There's a first time for everything, and today was the first time one of my patients passed away. It won't be the last. I knew it would happen eventually. I've cared for several patients during the last hours or days of their lives, but never actually when their life ended.
It is a unique position, as a nurse. To be the last person a patient sees or touches in their life. To be with them when they learn their life is ending. To listen as they say their goodbyes, or don't. To try everything and still fail, or to watch as life returns, for however long God grants it. We are not the families who post vigil at the bedside, or the funeral homes who make the arrangements afterward. We are not the friends who make phone calls, send flowers and attend memorial services. We stand on the outside of a life, doing what we can. In a relationship more vulnerable and intimate than most, yet more distant. It's unique and unusual, terrifying and peaceful, compassionate and clinical all at the same time.

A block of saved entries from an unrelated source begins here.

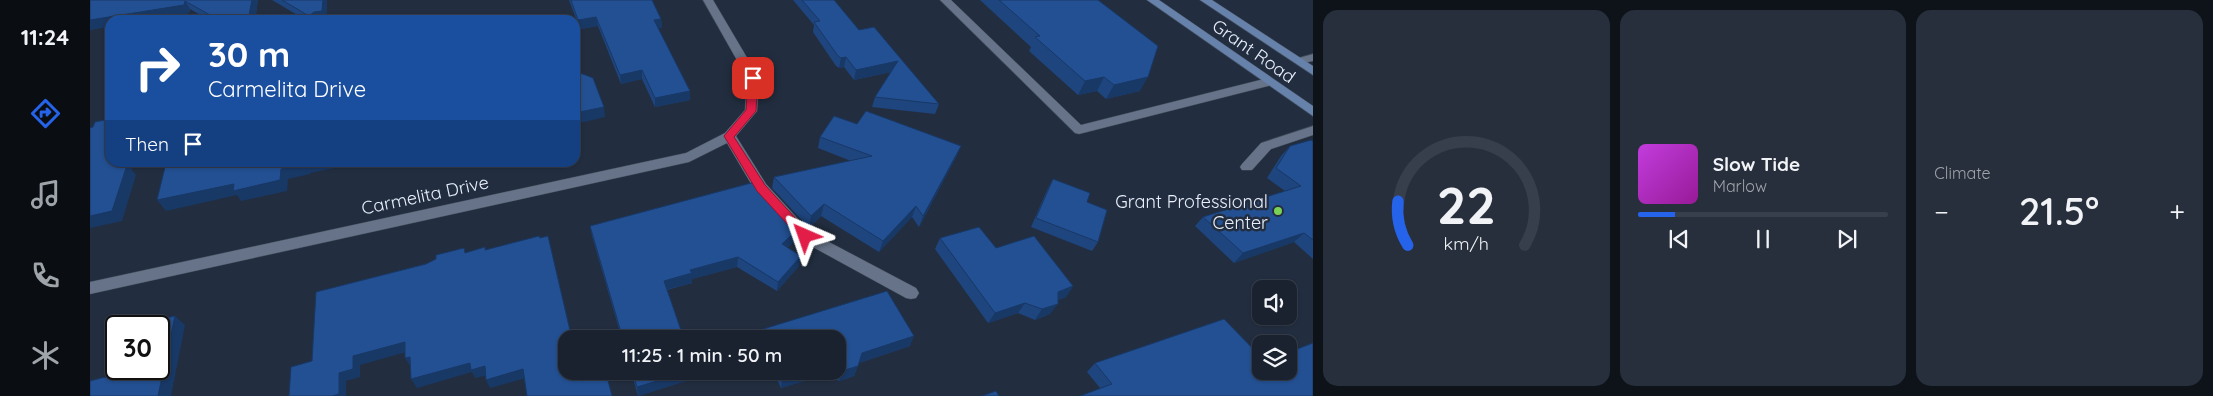 <!DOCTYPE html>
<html lang="en">
<head>
<meta charset="utf-8">
<style>
	:root { --surface:#1a2230; --page:#272f3c; --text:#f1f3f6; --muted:#9fa4ab; --line:#383f4c; --accent:#2563eb }
	body { margin:0; font-family:Quicksand,sans-serif; background:var(--page); color:var(--text); height:100vh; display:flex; flex-direction:column; font-size:19px; white-space:nowrap }
	* { box-sizing:border-box; margin:0 }
	p { font-size:16px; color:var(--muted) }
	.icon { flex:none; width:28px; height:28px; fill:none; stroke:currentColor; stroke-width:2; stroke-linecap:round; stroke-linejoin:round }
	.map { position:relative; flex:1; overflow:hidden }
	.details { display:flex; flex-direction:column; gap:10px; padding:10px; background:#0e131a; width:900px }
	.details>* { flex:none }
	.hud { position:absolute; left:15px; top:15px; width:475px; height:152px; border-radius:15px; box-shadow:0 1px 4px #0004,0 0 0 1px var(--line); background:#1a4fa0; color:#fff; overflow:hidden }
	.tools { position:absolute; left:1162px; top:280px; display:grid; gap:10px }
	.tools a { display:grid; place-items:center; width:45px; height:45px; border-radius:10px; background:var(--surface); box-shadow:0 1px 4px #0004,0 0 0 1px var(--line); font-size:25px }
	.speed { position:absolute; left:15px; top:315px; display:flex; gap:10px; font-size:25px; font-weight:700; text-align:center }
	.speed>* { display:grid; place-content:center; width:65px; height:65px; border-radius:50%; background:var(--surface); box-shadow:0 1px 4px #0004,0 0 0 1px var(--line); line-height:1 }
	.speed .limit { border:2px solid #111; border-radius:8px; background:#fff; color:#111 }
	.pin { position:absolute; display:grid; place-items:center; width:42px; height:42px; color:#fff; margin:-21px; border-radius:10px; box-shadow:0 2px 8px #0006 }
	.me { position:absolute; width:55px; margin:-28px; rotate:317deg; stroke-linejoin:round; filter:drop-shadow(0 0 4px #0008) }
	.turn { display:flex; align-items:center; gap:18px; height:105px; padding:0 20px; font-size:22px }
	.turn .icon { width:65px; height:65px; stroke-width:2.5 }
	.turn b { display:block; font-size:35px; line-height:42px }
	.then { display:flex; align-items:center; height:48px; padding:0 20px; background:#0003; gap:10px; font-size:19px }
	.big { font-size:38px; font-weight:600; line-height:1.1 }
	.details .card { flex:1; display:flex; flex-direction:column; justify-content:center; gap:8px; min-width:0; padding:0 18px; border-radius:15px; background:var(--page) }
	.details .dial { align-items:center; gap:0 }
	.dial svg { height:130px; overflow:visible; fill:none; stroke:var(--line); stroke-width:7; stroke-linecap:round; text-anchor:middle }
	.dial text { fill:var(--text); stroke:none }
	.song { display:flex; align-items:center; gap:15px }
	.cover { width:60px; height:60px; border-radius:8px; background:linear-gradient(135deg,hsl(290 70% 55%),hsl(300 70% 35%)) }
	.played { height:5px; border-radius:2px; background:linear-gradient(90deg,var(--accent) 15%,var(--line) 15%) }
	.keys { display:flex; justify-content:space-around; direction:ltr }
	.heat { display:flex; justify-content:space-between; align-items:center; font-size:28px; direction:ltr }
	.details .tiles { flex:1; display:grid; gap:10px; grid-template-columns:repeat(3,1fr) }
	.trip { position:absolute; left:468px; top:330px; width:288px; height:50px; border-radius:15px; background:var(--surface); box-shadow:0 1px 4px #0004,0 0 0 1px var(--line); font-weight:600; line-height:50px; text-align:center }
	main { display:flex; flex:1; min-height:0 }
	.menu { display:flex; flex-direction:column; width:90px; justify-content:space-around; align-items:center; background:#0a0e13; color:var(--muted) }
	.menu .icon { width:35px; height:35px }
	.menu .active { color:var(--accent) }
	.menu b { font-size:22px; color:var(--text) }
	.map>svg:first-child { display:block }
	.lines { fill:none; stroke-linecap:round; stroke-linejoin:round }
	.service-casing { stroke:#404a59; stroke-width:1 }
	.minor-casing { stroke:#404a59; stroke-width:1 }
	.secondary-casing { stroke:#404a59; stroke-width:1 }
	.service { fill:#667388; fill-rule:evenodd }
	.minor { fill:#667388; fill-rule:evenodd }
	.secondary { fill:#6782aa; fill-rule:evenodd }
	.wall { fill:#1e457e }
	.shaded-wall { fill:#183866 }
	.building { fill:#235092; stroke:#183866 }
	.route { fill:#e11d48; stroke:#92132f }
	.poi-dot { fill:#7bd156; stroke:#222e40; stroke-width:2 }
	.labels { text-anchor:middle; dominant-baseline:central; stroke-width:5; stroke-linejoin:round; paint-order:stroke }
	.street-label { font-size:18px; fill:#e9f0fc; stroke:#222e40 }
	.poi-label { font-size:18px; fill:#e9f0fc; stroke:#222e40; text-anchor:end }
</style>
</head>
<body>
<main>
<nav class="menu">
<b>11:24</b>
<svg class="icon active" aria-label="directions" viewBox="0 0 24 24"><path d="M12 3l9 9-9 9-9-9zM9 14v-3h6M13 9l2 2-2 2"/></svg>
<svg class="icon" aria-label="music" viewBox="0 0 24 24"><path d="M9 18V5l10-2v13"/><circle cx="6" cy="18" r="3"/><circle cx="16" cy="16" r="3"/></svg>
<svg class="icon" aria-label="phone" viewBox="0 0 24 24"><path d="M5 4h4l2 5-3 2q2 4 5 5l2-3 5 2v4C11 20 4 13 5 4z"/></svg>
<svg class="icon" aria-label="climate" viewBox="0 0 24 24"><path d="M12 3v18M4 7l16 10M4 17L20 7"/></svg>
</nav>
<div class="map">
<svg width="1223" height="396" viewBox="0 0 1223 396">
	<rect width="100%" height="100%" fill="#222e40"/>
	<g class="lines">
		<g class="service-casing">
			<path id="service" d="M 850,0 L 861,0 L 991,125 L 1178,78 L 1184,82 L 1182,85 L 989,134 L 985,133 Z
				M 1223,54 L 1223,61 L 1209,64 L 1203,61 L 1205,59 Z
				M 1223,126 L 1223,135 L 1181,149 L 1162,170 L 1152,170 L 1150,167 L 1152,164 L 1171,143 Z"/>
		</g>
		<g class="minor-casing">
			<path id="minor" d="M 613,0 L 623,0 L 669,78 L 667,111 L 646,136 L 676,184 L 720,232 L 826,288 L 829,293 L 826,298 L 821,299 L 816,298 L 710,240 L 666,192 L 637,143 L 599,162 L 0,294 L 0,282 L 596,153 L 635,133 L 655,110 L 657,78 Z"/>
		</g>
		<g class="secondary-casing">
			<path id="secondary" d="M 1057,0 L 1069,0 L 1223,106 L 1223,116 Z
				M 1110,0 L 1122,0 L 1223,66 L 1223,75 Z"/>
		</g>
		<use href="#service" class="service"/>
		<use href="#minor" class="minor"/>
		<use href="#secondary" class="secondary"/>
	</g>
	<path class="wall" d="M 0,0 L 168,0 L 165,20 L 119,20 L 100,9 L 99,13 L 57,20 L 20,20 L 20,26 L 0,30 Z
		M 182,0 L 237,0 L 236,19 L 229,20 L 216,20 Z
		M 479,0 L 562,0 L 571,19 L 572,28 L 568,28 L 600,91 L 600,100 L 565,107 L 552,79 L 531,84 L 508,26 L 490,29 Z
		M 703,0 L 744,0 L 769,30 L 849,104 L 845,114 L 782,107 L 785,97 L 801,72 L 764,80 L 754,67 L 749,68 L 746,66 L 723,32 L 724,25 Z
		M 890,0 L 1008,0 L 1050,91 L 1016,99 L 1007,91 L 988,95 L 939,51 L 941,47 Z
		M 767,124 L 871,146 L 866,157 L 829,227 L 822,217 L 789,252 L 731,216 L 719,228 L 682,188 L 684,177 L 761,161 L 728,148 L 730,137 Z
		M 1223,141 L 1223,259 L 1204,242 L 1144,263 L 1105,226 L 1113,217 L 1195,191 L 1177,178 L 1191,156 L 1200,146 Z
		M 963,179 L 997,202 L 1008,242 L 1002,251 L 941,227 L 958,188 Z
		M 500,226 L 708,229 L 707,239 L 697,248 L 709,266 L 687,291 L 647,267 L 602,279 L 602,283 L 577,290 L 594,339 L 532,339 L 502,236 Z
		M 850,238 L 906,248 L 983,286 L 976,297 L 968,300 L 960,314 L 945,320 L 928,313 L 898,323 L 845,249 Z
		M 670,330 L 820,346 L 769,363 L 764,376 L 749,381 L 734,375 L 691,388 L 683,371 L 746,371 L 746,339 L 669,339 Z
		M 1005,363 L 1171,371 L 1223,396 L 1010,388 L 997,372 Z
		M 541,371 L 605,371 L 605,378 L 548,396 Z"/>
	<path class="shaded-wall" d="M 162,0 L 168,0 L 165,20 L 158,20 Z
		M 233,0 L 237,0 L 236,19 L 221,20 L 219,16 Z
		M 95,1 L 100,9 L 99,13 L 57,20 L 20,20 L 20,26 L 0,30 L 0,20 Z
		M 506,17 L 508,26 L 490,29 L 488,20 Z
		M 571,19 L 572,28 L 564,29 L 564,20 Z
		M 756,57 L 754,67 L 749,68 L 751,58 Z
		M 808,61 L 805,71 L 764,80 L 766,70 Z
		M 552,70 L 552,79 L 531,84 L 530,75 Z
		M 1014,77 L 1007,91 L 988,95 L 995,81 Z
		M 1058,77 L 1050,91 L 1016,99 L 1024,85 Z
		M 600,91 L 600,100 L 565,107 L 565,98 Z
		M 514,107 L 515,117 L 485,124 L 485,113 Z
		M 871,146 L 866,157 L 829,227 L 833,216 Z
		M 31,162 L 44,162 L 42,170 L 46,175 L 32,221 L 0,228 L 0,216 L 30,166 Z
		M 214,162 L 274,162 L 220,173 L 220,174 L 198,179 L 197,191 L 151,201 L 147,195 L 76,211 L 67,200 L 144,184 Z
		M 734,204 L 731,216 L 719,228 L 721,216 Z
		M 826,206 L 822,217 L 789,252 L 793,241 Z
		M 708,229 L 707,239 L 690,254 L 692,244 Z
		M 1214,233 L 1204,242 L 1144,263 L 1153,253 Z
		M 711,256 L 709,266 L 687,291 L 688,282 Z
		M 648,257 L 647,267 L 602,279 L 602,283 L 574,290 L 574,281 L 600,270 Z
		M 983,286 L 976,297 L 960,302 L 968,292 Z
		M 935,303 L 928,313 L 898,323 L 905,313 Z
		M 968,304 L 960,314 L 945,320 L 952,309 Z
		M 85,316 L 95,325 L 81,396 L 68,396 Z
		M 824,336 L 820,346 L 769,363 L 772,353 Z
		M 315,342 L 320,351 L 270,365 L 270,377 L 256,381 L 256,396 L 242,396 L 249,373 L 263,356 Z
		M 320,357 L 321,367 L 315,358 Z
		M 380,363 L 395,366 L 399,375 L 385,378 L 382,372 L 327,388 L 321,379 Z
		M 768,366 L 764,376 L 749,381 L 752,371 Z
		M 433,369 L 436,378 L 400,388 L 396,380 Z
		M 600,371 L 605,371 L 605,378 L 548,396 L 547,387 Z
		M 715,371 L 735,371 L 734,375 L 691,388 L 692,379 Z"/>
	<path class="building" d="M 0,0 L 162,0 L 158,20 L 129,20 L 95,1 L 94,5 L 0,20 Z
		M 192,0 L 233,0 L 232,11 L 224,12 L 219,16 Z
		M 481,0 L 562,0 L 571,19 L 564,20 L 600,91 L 565,98 L 552,70 L 530,75 L 506,17 L 488,20 Z
		M 712,0 L 744,0 L 769,30 L 784,27 L 849,104 L 785,97 L 808,61 L 766,70 L 756,57 L 751,58 L 748,56 L 724,22 L 730,21 Z
		M 909,0 L 1008,0 L 1068,46 L 1058,77 L 1024,85 L 1014,77 L 995,81 L 945,37 L 950,36 Z
		M 485,71 L 503,78 L 514,107 L 485,113 Z
		M 776,111 L 871,146 L 833,216 L 826,206 L 793,241 L 734,204 L 721,216 L 684,177 L 782,156 L 730,137 L 744,116 L 767,124 Z
		M 20,119 L 20,162 L 31,162 L 30,166 L 37,165 L 22,211 L 0,216 L 0,128 L 3,127 L 5,122 Z
		M 1221,140 L 1223,141 L 1223,240 L 1214,233 L 1153,253 L 1113,217 L 1211,186 L 1186,168 L 1200,146 Z
		M 81,162 L 214,162 L 214,164 L 191,169 L 190,180 L 143,191 L 144,184 L 67,200 L 76,163 Z
		M 963,179 L 1000,193 L 997,202 L 1017,210 L 1008,242 L 946,218 Z
		M 665,182 L 708,229 L 692,244 L 711,256 L 688,282 L 648,257 L 600,270 L 602,273 L 574,281 L 594,339 L 533,339 L 500,226 Z
		M 889,227 L 906,248 L 944,236 L 983,286 L 968,292 L 968,304 L 952,309 L 935,303 L 905,313 L 850,238 Z
		M 449,236 L 450,238 L 458,236 L 482,339 L 476,339 L 476,371 L 490,371 L 492,381 L 516,373 L 522,396 L 437,396 L 433,369 L 396,380 L 395,366 L 381,370 L 380,363 L 321,379 L 320,357 L 315,358 L 315,342 L 263,356 L 263,369 L 249,373 L 249,394 L 242,396 L 199,396 L 201,367 L 222,361 L 226,292 L 336,264 L 346,259 L 346,255 L 374,248 L 375,253 L 395,247 L 395,250 Z
		M 797,291 L 824,336 L 772,353 L 768,366 L 752,371 L 746,369 L 746,339 L 674,339 L 670,330 Z
		M 85,316 L 68,396 L 0,396 L 0,381 L 23,375 L 26,361 L 26,369 L 69,369 L 69,326 L 41,326 Z
		M 1134,319 L 1171,357 L 1171,371 L 1199,371 L 1199,352 L 1223,343 L 1223,396 L 990,396 L 1022,384 L 1005,363 Z
		M 542,371 L 600,371 L 547,387 Z
		M 689,371 L 715,371 L 692,379 Z
		M 906,391 L 909,396 L 892,396 Z"/>
	<path class="route" d="M 663,75 L 668,78 L 666,111 L 644,137 L 675,185 L 719,233 L 721,236 L 719,239 L 711,239 L 667,191 L 634,136 L 656,110 L 658,78 Z"/>
	<circle class="poi-dot" cx="1188" cy="211" r="5"/>
	<g class="labels">
		<g class="street-label">
			<text transform="translate(1164 51) rotate(35)">Grant Road</text>
			<text transform="translate(335 195) rotate(-12)">Carmelita Drive</text>
		</g>
		<g class="poi-label">
			<text x="1178" y="201">Grant Professional<tspan x="1178" dy="21">Center</tspan></text>
		</g>
	</g>
</svg>
<div class="tools">
<a><svg class="icon" aria-label="sound" viewBox="0 0 24 24"><path d="M4 9h4l5-4v14l-5-4H4zM17 9q2 3 0 6"/></svg></a>
<a><svg class="icon" aria-label="layers" viewBox="0 0 24 24"><path d="M12 4l9 5-9 5-9-5zM3 14l9 5 9-5"/></svg></a>
</div>
<div class="speed"><div class="limit">30</div></div>
<div class="pin" style="left:663px;top:78px;background:#d93025"><svg class="icon" aria-label="arrive" viewBox="0 0 24 24"><path d="M6 21V4h12l-3 4 3 4H6"/></svg></div>
<svg class="me" style="left:715px;top:236px" viewBox="-20 -20 40 40"><path d="M0-17L14 15 0 8-14 15z" fill="#e11d48" stroke="#fff" stroke-width="4"/></svg>
<div class="trip">11:25 · 1 min · 50 m</div>
<div class="hud">
<div class="turn"><svg class="icon" aria-label="right" viewBox="0 0 24 24"><path d="M7 20v-9h11M14 6l5 5-5 5"/></svg><div><b>30 m</b>Carmelita Drive</div></div>
<div class="then">Then<svg class="icon" aria-label="arrive" viewBox="0 0 24 24"><path d="M6 21V4h12l-3 4 3 4H6"/></svg></div>
</div>
</div>
<section class="details">
<div class="tiles">
<div class="card dial"><svg viewBox="0 0 100 80">
<path d="M14 69A42 42 0 1 1 86 69"/>
<path d="M14 69A42 42 0 0 1 8 42" stroke="#2563eb"/>
<text x="50" y="56" font-size="32" font-weight="700">22</text>
<text x="50" y="72" font-size="11">km/h</text>
</svg></div>
<div class="card">
<div class="song"><i class="cover"></i><div><b>Slow Tide</b><p>Marlow</p></div></div>
<div class="played"></div>
<div class="keys"><svg class="icon" aria-label="previous" viewBox="0 0 24 24"><path d="M18 5L8 12l10 7zM5 5v14"/></svg><svg class="icon" aria-label="pause" viewBox="0 0 24 24"><path d="M8 5v14M16 5v14"/></svg><svg class="icon" aria-label="next" viewBox="0 0 24 24"><path d="M6 5l10 7-10 7zM19 5v14"/></svg></div>
</div>
<div class="card"><p>Climate</p>
<div class="heat"><a>−</a><b class="big">21.5°</b><a>+</a></div>
</div>
</div>
</section>
</main>
</body>
</html>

Part of me was standing back, analyzing the ways I reacted. Will I be able to do this? What do I feel? Compassion, fear, sadness, guilt, repulsion? I've never done this before. Immediately I realized there's no way to know. Each day is different, each patient unique. Each time will be different. What I feel today, I may or may not feel the next time. Today I'm sad. Sad that we couldn't do more to make her comfortable, sad that we couldn't make her last moments more peaceful. Sad that she wasn't surrounded by her family and those who loved her when she died. Sad to close her eyes, to feel the emptiness of her body as I finished caring for her, to pull the sheets over her head. Sad to say my own small goodbye.
I don't think I'll ever forget this day, no matter how many times I do it again.